Entscheidungsstichwort (Thema)
Sozialgerichtliches Verfahren. Fremdrentenrecht. gerichtlicher Vergleich über Qualifikationsgruppenzuordnung. keine Überprüfung nach § 44 SGB 10. keine Widerrufsmöglichkeit nach § 46 Abs 1 SGB 1
Leitsatz (amtlich)
Ein gerichtlicher Vergleich, in dem sich der Versicherte mit dem Rentenversicherungsträger über die Zuordnung von Zeiten nach dem FRG zu den Qualifikationsgruppen des SGB 6 einigt, ist verbindlich. Eine Überprüfung nach § 44 SGB 10 ist nicht möglich. § 46 Abs 1 SGB 1 ist nicht anwendbar, da eine solche einvernehmliche Zuordnung keinen Verzicht auf Sozialleistungen beinhaltet.
Tenor
Die Berufung der Klägerin gegen das Urteil des Sozialgerichts Heilbronn vom 19.06.2008 wird zurückgewiesen.
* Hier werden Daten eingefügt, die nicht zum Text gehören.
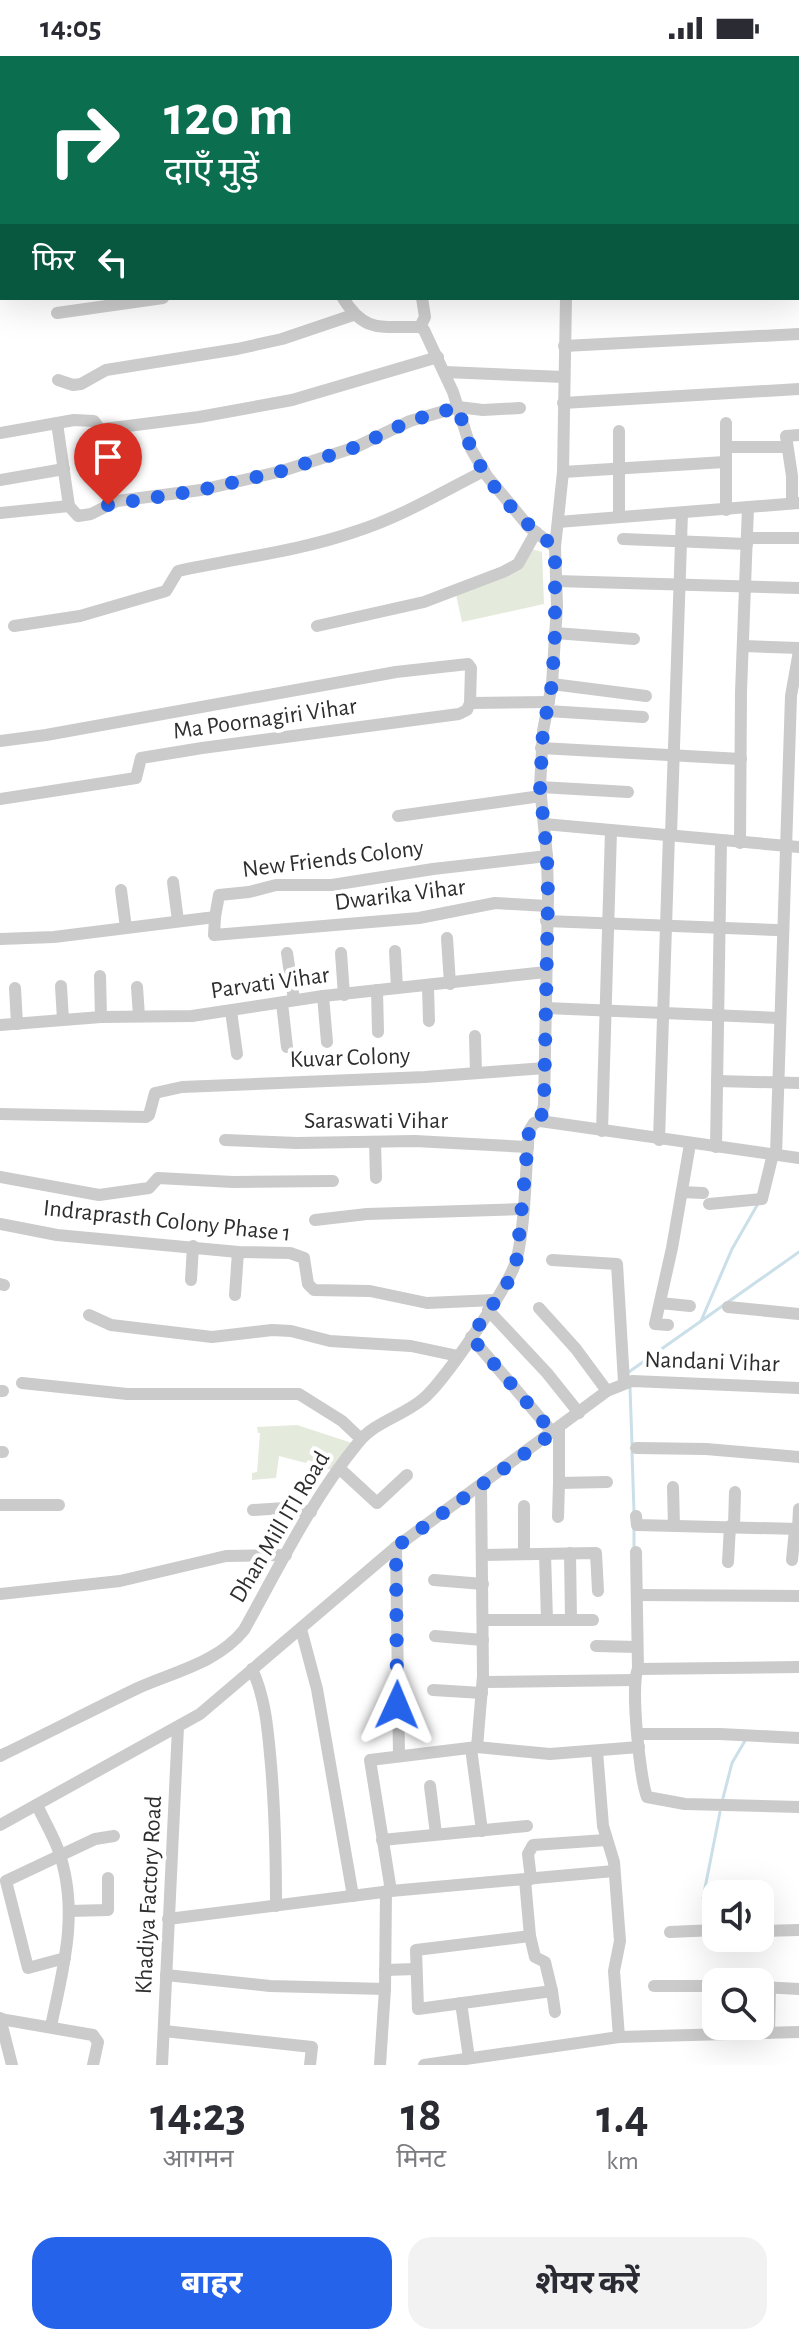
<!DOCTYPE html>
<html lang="hi">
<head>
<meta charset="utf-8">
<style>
  :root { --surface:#fff; --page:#f2f2f3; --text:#2b2b33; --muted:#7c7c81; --accent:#2563eb }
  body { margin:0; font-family:"Alegreya Sans","Noto Sans Devanagari",sans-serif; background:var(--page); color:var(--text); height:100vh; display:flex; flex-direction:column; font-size:30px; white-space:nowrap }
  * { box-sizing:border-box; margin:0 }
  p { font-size:26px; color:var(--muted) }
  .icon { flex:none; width:44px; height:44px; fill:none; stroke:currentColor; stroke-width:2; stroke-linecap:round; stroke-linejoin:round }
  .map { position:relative; height:2009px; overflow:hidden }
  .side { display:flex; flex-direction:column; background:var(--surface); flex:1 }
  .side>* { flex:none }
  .guide { position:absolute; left:0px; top:0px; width:800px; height:244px; box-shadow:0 8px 32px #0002; background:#0b6e4f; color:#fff; overflow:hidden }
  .tools { position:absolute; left:702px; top:1824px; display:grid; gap:16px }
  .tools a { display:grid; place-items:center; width:72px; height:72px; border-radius:16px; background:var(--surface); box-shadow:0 8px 32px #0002; font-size:40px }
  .pin { position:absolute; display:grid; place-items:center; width:68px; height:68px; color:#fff; margin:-82px -34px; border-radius:50% 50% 50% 0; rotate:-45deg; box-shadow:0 0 8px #0007 }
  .pin .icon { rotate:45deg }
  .me { position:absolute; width:88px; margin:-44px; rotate:1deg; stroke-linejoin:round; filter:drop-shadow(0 0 6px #0008) }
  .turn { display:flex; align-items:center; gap:28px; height:168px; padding:0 32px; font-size:36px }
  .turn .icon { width:104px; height:104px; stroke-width:2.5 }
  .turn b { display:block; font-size:56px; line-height:68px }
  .then { display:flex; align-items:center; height:76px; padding:0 32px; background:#0003; gap:16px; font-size:30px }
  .eta { display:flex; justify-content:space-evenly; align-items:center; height:136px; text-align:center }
  .eta b { font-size:48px; font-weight:700; line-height:56px }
  .cta { display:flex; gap:16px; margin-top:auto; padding:16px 32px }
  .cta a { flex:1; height:92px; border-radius:24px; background:var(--accent); color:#fff; font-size:32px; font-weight:700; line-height:92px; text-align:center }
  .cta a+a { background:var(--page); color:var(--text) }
  .status { display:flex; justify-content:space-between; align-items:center; height:56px; padding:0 40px; background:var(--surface); direction:ltr }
  .status svg { height:22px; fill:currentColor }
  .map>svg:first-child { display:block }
  .green { fill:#e4eadc }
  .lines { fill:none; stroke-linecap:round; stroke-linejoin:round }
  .stream { stroke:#cadfe8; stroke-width:3 }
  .minor { stroke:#cbcbcb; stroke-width:12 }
  .route { stroke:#2563eb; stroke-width:14; stroke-dasharray:0 25.2 }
  .labels { text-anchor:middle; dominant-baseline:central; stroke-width:8; stroke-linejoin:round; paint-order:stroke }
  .street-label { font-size:24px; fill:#2e2e2e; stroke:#fff }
</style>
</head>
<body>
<div class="status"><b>14:05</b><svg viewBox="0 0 49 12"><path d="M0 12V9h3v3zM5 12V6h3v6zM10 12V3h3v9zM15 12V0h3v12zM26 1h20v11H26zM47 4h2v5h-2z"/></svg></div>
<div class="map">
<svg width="799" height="2009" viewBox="0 0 799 2009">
  <rect width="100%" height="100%" fill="#fff"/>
  <g class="green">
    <polygon points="532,493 542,496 544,548 462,566 455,534 510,517"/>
    <polygon points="297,1369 352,1387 331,1414 308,1404 306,1407 279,1400 276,1422 252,1424 252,1417 257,1416 260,1377 258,1377 257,1371"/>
  </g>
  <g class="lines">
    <g class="stream">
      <polyline points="701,1265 732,1193 759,1146"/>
      <polyline points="626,1318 799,1196"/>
      <polyline points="630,1332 632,1388"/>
      <polyline points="632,1396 634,1456"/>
      <polyline points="634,1472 634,1492"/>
      <polyline points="723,1742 732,1707 746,1683"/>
      <polyline points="703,1842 720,1756"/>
    </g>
    <g class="minor">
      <polyline points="44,0 45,2"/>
      <polyline points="204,0 204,2"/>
      <polyline points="577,2 577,0"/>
      <polyline points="798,54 799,54"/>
      <polyline points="0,63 2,62"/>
      <polyline points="0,104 2,104"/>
      <polyline points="798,140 799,159"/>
      <polyline points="0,183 2,183"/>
      <polyline points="798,218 799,218"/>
      <path d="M343 242C365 278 382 270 420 271L424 274 453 336 471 393 487 420 529 471 555 491"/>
      <polyline points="57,257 163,242"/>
      <polyline points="420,271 425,261 422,242"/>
      <polyline points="564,290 799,278"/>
      <polyline points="445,316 564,321"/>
      <polyline points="58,324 73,329 81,328 106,314 237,293 282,283 353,259"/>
      <polyline points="563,347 799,333"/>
      <polyline points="57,367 69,450 78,460 91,458 117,445 201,434 282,415 356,391 410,365 458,351 483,354 520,352"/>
      <polyline points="619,375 619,461"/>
      <polyline points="0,377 74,364 94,365 100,373 104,373 199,361 292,344 438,301"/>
      <polyline points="726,391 787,391"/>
      <polyline points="563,416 725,406"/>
      <polyline points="0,424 64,413"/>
      <polyline points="792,447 792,420 786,380 799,379"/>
      <polyline points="726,454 726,367"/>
      <polyline points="0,457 69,450"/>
      <polyline points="558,466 799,447"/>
      <polyline points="747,482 799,482"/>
      <polyline points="623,483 747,488"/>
      <polyline points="556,525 799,532"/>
      <path d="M14 570 80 560 166 535 178 515C237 502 300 495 357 475 401 461 442 436 484 415"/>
      <polyline points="317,570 424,546 503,516 518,508 536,476"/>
      <polyline points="555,577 634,583"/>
      <polyline points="744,590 799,592"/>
      <polyline points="552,628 646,640"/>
      <polyline points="548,655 643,661"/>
      <polyline points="0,685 46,679 396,616 468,608 471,612 470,647"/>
      <polyline points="541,692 741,703"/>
      <polyline points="540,731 628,736"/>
      <polyline points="0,743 136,722 141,702 202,692 459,658 467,654 470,647 549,646"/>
      <polyline points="398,760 541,740"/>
      <polyline points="544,768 799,791"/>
      <polyline points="671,779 682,457"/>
      <polyline points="740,787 741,636 748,451"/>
      <polyline points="173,826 178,865"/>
      <polyline points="121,834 126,872"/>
      <polyline points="215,861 214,879 419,862 495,847 547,850"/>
      <polyline points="546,865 776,874"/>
      <polyline points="447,882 450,928"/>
      <polyline points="0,883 54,881 215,861 219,839 249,836 276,829 332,829 433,813 547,800"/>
      <polyline points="395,895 397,932"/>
      <polyline points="287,897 294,944"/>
      <polyline points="341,897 344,939"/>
      <polyline points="100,920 101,961"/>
      <polyline points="61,930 63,964"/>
      <polyline points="137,931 139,960"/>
      <polyline points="428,931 429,965"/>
      <polyline points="15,932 17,968"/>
      <polyline points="377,934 378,976"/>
      <polyline points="323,940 327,986"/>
      <polyline points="282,947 287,991"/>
      <polyline points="546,952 779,962"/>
      <polyline points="231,955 237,998"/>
      <polyline points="0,969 101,961 192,960 323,940 546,916"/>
      <polyline points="475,980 476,1017"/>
      <polyline points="717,1025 799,1027"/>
      <polyline points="0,1058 146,1061 149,1059 155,1037 182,1031 425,1021 545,1012"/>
      <polyline points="540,1065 544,1049 548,841 547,800 540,731 543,675 552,628 557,550 555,491 563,416 566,242"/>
      <polyline points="602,1075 611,775"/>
      <polyline points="225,1084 297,1087 415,1085 528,1091"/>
      <polyline points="659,1084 669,779"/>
      <polyline points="375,1086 376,1122"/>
      <polyline points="716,1091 721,785"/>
      <polyline points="776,1099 791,640 799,595"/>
      <polyline points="0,1121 99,1139 149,1132 158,1122 233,1126 333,1125"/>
      <polyline points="682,1136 703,1137"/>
      <polyline points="709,1148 762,1143 773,1098"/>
      <polyline points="315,1164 367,1158 522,1153"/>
      <polyline points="0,1168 57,1179 238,1196 290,1197 304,1202 308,1228 314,1234 370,1235 427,1247 495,1244"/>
      <polyline points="552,1204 617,1208 624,1326"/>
      <polyline points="191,1224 193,1190"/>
      <polyline points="0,1228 4,1229"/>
      <polyline points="235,1239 238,1196"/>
      <polyline points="660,1247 690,1250"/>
      <polyline points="728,1251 799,1258"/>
      <polyline points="539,1252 576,1293 607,1335"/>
      <polyline points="488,1254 547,1317 579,1357"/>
      <polyline points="89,1259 111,1269 212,1281 272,1274 291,1275 330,1285 411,1290 458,1300"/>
      <polyline points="668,1269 655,1268 672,1192 690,1088"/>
      <polyline points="471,1281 553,1377"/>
      <polyline points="22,1327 127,1338 299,1338 342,1365 361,1383"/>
      <polyline points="0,1335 3,1335"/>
      <polyline points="559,1372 559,1427 607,1426"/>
      <polyline points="636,1392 706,1393 799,1401"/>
      <polyline points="0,1396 3,1396"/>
      <polyline points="339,1412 377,1447 407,1419"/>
      <polyline points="673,1431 674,1470"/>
      <polyline points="0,1449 59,1449"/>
      <polyline points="524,1450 524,1498"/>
      <polyline points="253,1454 285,1452 311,1456"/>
      <polyline points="636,1460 637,1469 799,1473"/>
      <polyline points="558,1461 559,1427"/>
      <polyline points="734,1470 735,1436"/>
      <polyline points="798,1473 799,1453"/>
      <polyline points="396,1491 399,1700"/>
      <path d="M636 1496 638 1613C630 1628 640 1723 647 1741L685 1748 799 1751"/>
      <polyline points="570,1497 571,1564"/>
      <polyline points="545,1498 547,1564"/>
      <polyline points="483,1499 596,1497 598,1535"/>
      <polyline points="792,1504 795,1473"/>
      <polyline points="728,1506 730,1470"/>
      <polyline points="434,1524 483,1528"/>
      <polyline points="0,1538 120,1525 226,1500 286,1499"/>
      <polyline points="637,1539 799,1540"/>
      <polyline points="483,1564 593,1564"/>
      <polyline points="301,1573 317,1633 353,1840"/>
      <polyline points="435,1580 483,1584"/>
      <polyline points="596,1590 637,1591"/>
      <path d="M252 1613C266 1643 268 1676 271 1709 275 1756 276 1803 276 1850"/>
      <polyline points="638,1613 799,1611"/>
      <polyline points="483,1626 634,1624"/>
      <polyline points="433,1634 482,1637"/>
      <polyline points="638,1678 720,1678 799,1682"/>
      <polyline points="477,1691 483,1620 481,1429"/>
      <polyline points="471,1692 482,1775"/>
      <polyline points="597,1695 603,1770 614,1806 620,1885 614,1915 619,1981"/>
      <path d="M0 1700C46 1678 92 1654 138 1632 176 1615 217 1607 244 1574 279 1511 312 1443 358 1387 374 1366 403 1360 423 1343 444 1326 511 1228 517 1202 526 1162 525 1117 529 1075L534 1067 540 1065 799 1102"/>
      <polyline points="430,1730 436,1778"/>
      <path d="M37 1749C44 1765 55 1782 60 1799 79 1858 63 1913 51 1970"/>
      <polyline points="0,1769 200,1658 396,1491 607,1335 632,1325 799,1332"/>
      <polyline points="382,1784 527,1770"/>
      <polyline points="531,1823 528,1798 533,1789 606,1784"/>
      <polyline points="525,1824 530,1880 416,1894 418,1953 552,1935 555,1956"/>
      <polyline points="391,1835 370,1704 477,1691 550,1698 639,1691"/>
      <polyline points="69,1855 108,1854 108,1822"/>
      <polyline points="168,1863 391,1835 614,1815"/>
      <polyline points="760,1875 799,1874"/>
      <polyline points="670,1876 716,1874"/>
      <polyline points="530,1880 535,1901 545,1906 552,1935"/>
      <polyline points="65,1902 28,1912 6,1825 95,1783 114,1780"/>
      <polyline points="385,1914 416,1913"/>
      <polyline points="166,1919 270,1930 385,1933"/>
      <polyline points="654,1930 716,1930"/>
      <polyline points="760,1931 799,1933"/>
      <polyline points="461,1947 469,2002"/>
      <polyline points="0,1962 12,2009"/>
      <polyline points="0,1963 93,1979 98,1986 93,2009"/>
      <polyline points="164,1975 312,1991 310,2009"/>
      <polyline points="769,1977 770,1931"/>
      <polyline points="162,2009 178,1671"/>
      <polyline points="380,2009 385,1933 386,1835"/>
      <polyline points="424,2009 619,1981 799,1976"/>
    </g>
  </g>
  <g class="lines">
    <path class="route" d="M108 449 201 434 282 415 356 391 410 365 458 351C462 365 466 381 472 394 490 432 522 466 555 491V577L552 628 543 675 540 731 547 800 548 841 544 1049 540 1065 534 1067 529 1075 517 1202 510 1223 471 1281 553 1377 396 1491 397 1649"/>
  </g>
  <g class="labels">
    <g class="street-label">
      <text transform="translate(265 663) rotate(-8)">Ma Poornagiri Vihar</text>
      <text transform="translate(333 803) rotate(-7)">New Friends Colony</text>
      <text transform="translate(400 839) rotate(-7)">Dwarika Vihar</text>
      <text transform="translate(270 927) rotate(-8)">Parvati Vihar</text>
      <text transform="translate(350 1002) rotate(-2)">Kuvar Colony</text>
      <text x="376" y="1065">Saraswati Vihar</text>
      <text transform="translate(167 1165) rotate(6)">Indraprasth Colony Phase 1</text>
      <text transform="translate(712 1306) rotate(2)">Nandani Vihar</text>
      <text transform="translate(280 1471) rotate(-59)">Dhan Mill ITI Road</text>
      <text transform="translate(149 1839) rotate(-87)">Khadiya Factory Road</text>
    </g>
  </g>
</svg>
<div class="tools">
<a><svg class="icon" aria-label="sound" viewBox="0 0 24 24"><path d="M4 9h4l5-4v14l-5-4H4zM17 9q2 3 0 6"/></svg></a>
<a><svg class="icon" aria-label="search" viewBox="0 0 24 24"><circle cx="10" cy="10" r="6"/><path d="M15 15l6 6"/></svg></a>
</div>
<div class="pin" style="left:108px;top:449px;background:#d93025"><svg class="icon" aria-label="arrive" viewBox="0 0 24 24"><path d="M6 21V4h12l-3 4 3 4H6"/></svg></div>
<svg class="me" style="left:397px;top:1649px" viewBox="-20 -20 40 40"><path d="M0-17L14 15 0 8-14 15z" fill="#2563eb" stroke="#fff" stroke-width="4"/></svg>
<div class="guide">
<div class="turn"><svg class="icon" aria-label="right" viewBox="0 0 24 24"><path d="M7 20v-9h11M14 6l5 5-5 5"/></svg><div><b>120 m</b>दाएँ मुड़ें</div></div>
<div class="then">फिर<svg class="icon" aria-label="left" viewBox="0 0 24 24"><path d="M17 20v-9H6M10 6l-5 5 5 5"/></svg></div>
</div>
</div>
<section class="side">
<div class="eta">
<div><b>14:23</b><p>आगमन</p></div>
<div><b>18</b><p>मिनट</p></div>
<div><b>1.4</b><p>km</p></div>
</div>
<div class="cta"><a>बाहर</a><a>शेयर करें</a></div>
</section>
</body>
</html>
Außergerichtliche Kosten sind auch im Berufungsverfahren nicht zu erstatten.
Die Revision wird zugelassen.
Tatbestand
Die Klägerin begehrt im Rahmen eines Überprüfungsverfahrens eine höhere Rente. Inhaltlich geht es um die rentenrechtliche Bewertung von Beitragszeiten, die die Klägerin in der ehemaligen S: zurücklegte, konkret um die Einstufung der Tätigkeit als Kranführerin in der Zeit vom 18.03.1967 bis 10.01.1981 in die Qualifikationsgruppe 4 (Facharbeiter) statt 5 (angelernte und ungelernte Tätigkeiten) der Anlage 13 zum Sechsten Buch Sozialgesetzbuch (SGB VI), und zwar entgegen einer früheren vergleichsweisen Regelung zwischen den Beteiligten.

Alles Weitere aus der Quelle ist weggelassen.